Australia will recruit 2500 additional troops as part of a strategic military blueprint, to be released in a defence white paper on Thursday.
Another 2300 positions will be redefined within the ADF.
“I hope that Australians who have a desire to serve will see this as a real opportunity to participate in a modern, engaged, contemporary, agile military in Australia in the 21st century,” Ms Payne told ABC Radio.
A further 12 submarines will be added to the ADF, according to reports on the soon-to-be-released white paper.
The much anticipated and delayed white paper will give the green light to increased defence spending commitments proposed by former Prime Minister Tony Abbott, The Australian reported on Wednesday.

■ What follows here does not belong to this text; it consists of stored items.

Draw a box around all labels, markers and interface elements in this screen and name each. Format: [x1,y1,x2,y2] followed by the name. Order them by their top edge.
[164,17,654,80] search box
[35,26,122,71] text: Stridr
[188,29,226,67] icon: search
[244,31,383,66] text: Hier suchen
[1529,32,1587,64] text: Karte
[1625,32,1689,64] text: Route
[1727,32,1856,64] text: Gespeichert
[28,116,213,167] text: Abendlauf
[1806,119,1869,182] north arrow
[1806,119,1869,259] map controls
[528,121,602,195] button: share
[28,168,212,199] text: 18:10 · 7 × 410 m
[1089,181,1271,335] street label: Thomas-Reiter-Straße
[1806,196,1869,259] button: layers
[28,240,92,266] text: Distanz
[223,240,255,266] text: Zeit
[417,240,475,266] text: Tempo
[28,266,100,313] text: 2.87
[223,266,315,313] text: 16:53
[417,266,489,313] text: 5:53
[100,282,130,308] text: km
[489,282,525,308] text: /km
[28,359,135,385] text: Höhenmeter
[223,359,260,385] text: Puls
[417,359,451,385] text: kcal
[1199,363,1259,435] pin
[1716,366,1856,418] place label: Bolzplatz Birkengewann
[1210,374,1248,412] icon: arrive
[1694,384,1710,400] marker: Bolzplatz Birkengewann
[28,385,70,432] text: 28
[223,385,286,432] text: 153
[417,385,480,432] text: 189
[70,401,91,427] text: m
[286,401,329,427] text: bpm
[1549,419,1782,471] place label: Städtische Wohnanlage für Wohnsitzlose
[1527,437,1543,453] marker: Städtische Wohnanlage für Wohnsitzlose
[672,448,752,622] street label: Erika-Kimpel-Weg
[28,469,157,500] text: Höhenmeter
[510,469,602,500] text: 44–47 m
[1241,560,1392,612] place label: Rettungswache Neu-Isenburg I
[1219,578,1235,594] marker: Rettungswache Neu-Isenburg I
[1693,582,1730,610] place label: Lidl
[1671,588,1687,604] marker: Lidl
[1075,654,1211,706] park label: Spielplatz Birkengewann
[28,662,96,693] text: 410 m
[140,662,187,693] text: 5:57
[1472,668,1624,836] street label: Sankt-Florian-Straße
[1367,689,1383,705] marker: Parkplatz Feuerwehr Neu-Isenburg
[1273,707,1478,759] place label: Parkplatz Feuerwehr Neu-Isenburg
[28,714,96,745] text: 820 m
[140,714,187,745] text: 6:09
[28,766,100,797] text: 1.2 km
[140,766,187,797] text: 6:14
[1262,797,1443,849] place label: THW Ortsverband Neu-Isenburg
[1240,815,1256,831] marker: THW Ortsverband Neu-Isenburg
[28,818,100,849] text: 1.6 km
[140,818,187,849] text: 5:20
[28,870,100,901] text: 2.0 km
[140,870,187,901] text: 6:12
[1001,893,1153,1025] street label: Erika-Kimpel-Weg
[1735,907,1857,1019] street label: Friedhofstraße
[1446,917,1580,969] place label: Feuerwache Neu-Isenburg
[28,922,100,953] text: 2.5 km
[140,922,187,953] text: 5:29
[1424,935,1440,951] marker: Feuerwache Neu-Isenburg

The document outlined billions of dollars in spending to modernise the navy and update Australia’s ageing Collins-class fleet of submarines.
Despite the much-trumpeted budgetary pressures facing Australia, it ratified Mr Abbott’s proposal for Australia to spend 2 per cent of its national income (GDP) on defence by 2023.
Total ADF forces will increase from 58,000 to 63,000, with the almost 5000 new personnel to be spread across the navy, army and air force.
The white paper was intended to be released within 18 months of Mr Abbott becoming PM and it was ready to be released in September when current-PM Malcolm Turnbull took office.
However, new Defence Minister Marise Payne said the Turnbull Government had to “consider it on its merits”.
The white paper will reportedly also detail the government’s position on growing diplomatic tensions in the South China Sea, as Beijing continues its rapid military expansion in the contested waterway.
Regional neighbours are expected to closely examine the language the Australian Government uses in references to the territorial dispute in the South China Sea.
Ms Payne played down reports a senior Defence official was dispatched to brief Beijing on any concerns raised in the white paper about escalating tensions in the South China Sea.
“I don’t think that’s anywhere close to accurate, to be frank,” she said.
Discussions had been held with Indonesia, Japan, the US, the UK and New Zealand as well as China.
Labor shadow assistant defence minister David Feeney said the opposition wanted to examine the white paper before committing bipartisan support.
Mr Feeney flagged Labor was willing to support a “plausible plan” to get to two per cent of gross domestic product for defence spending.
“The challenge has always been for this defence white paper to set out that trajectory.”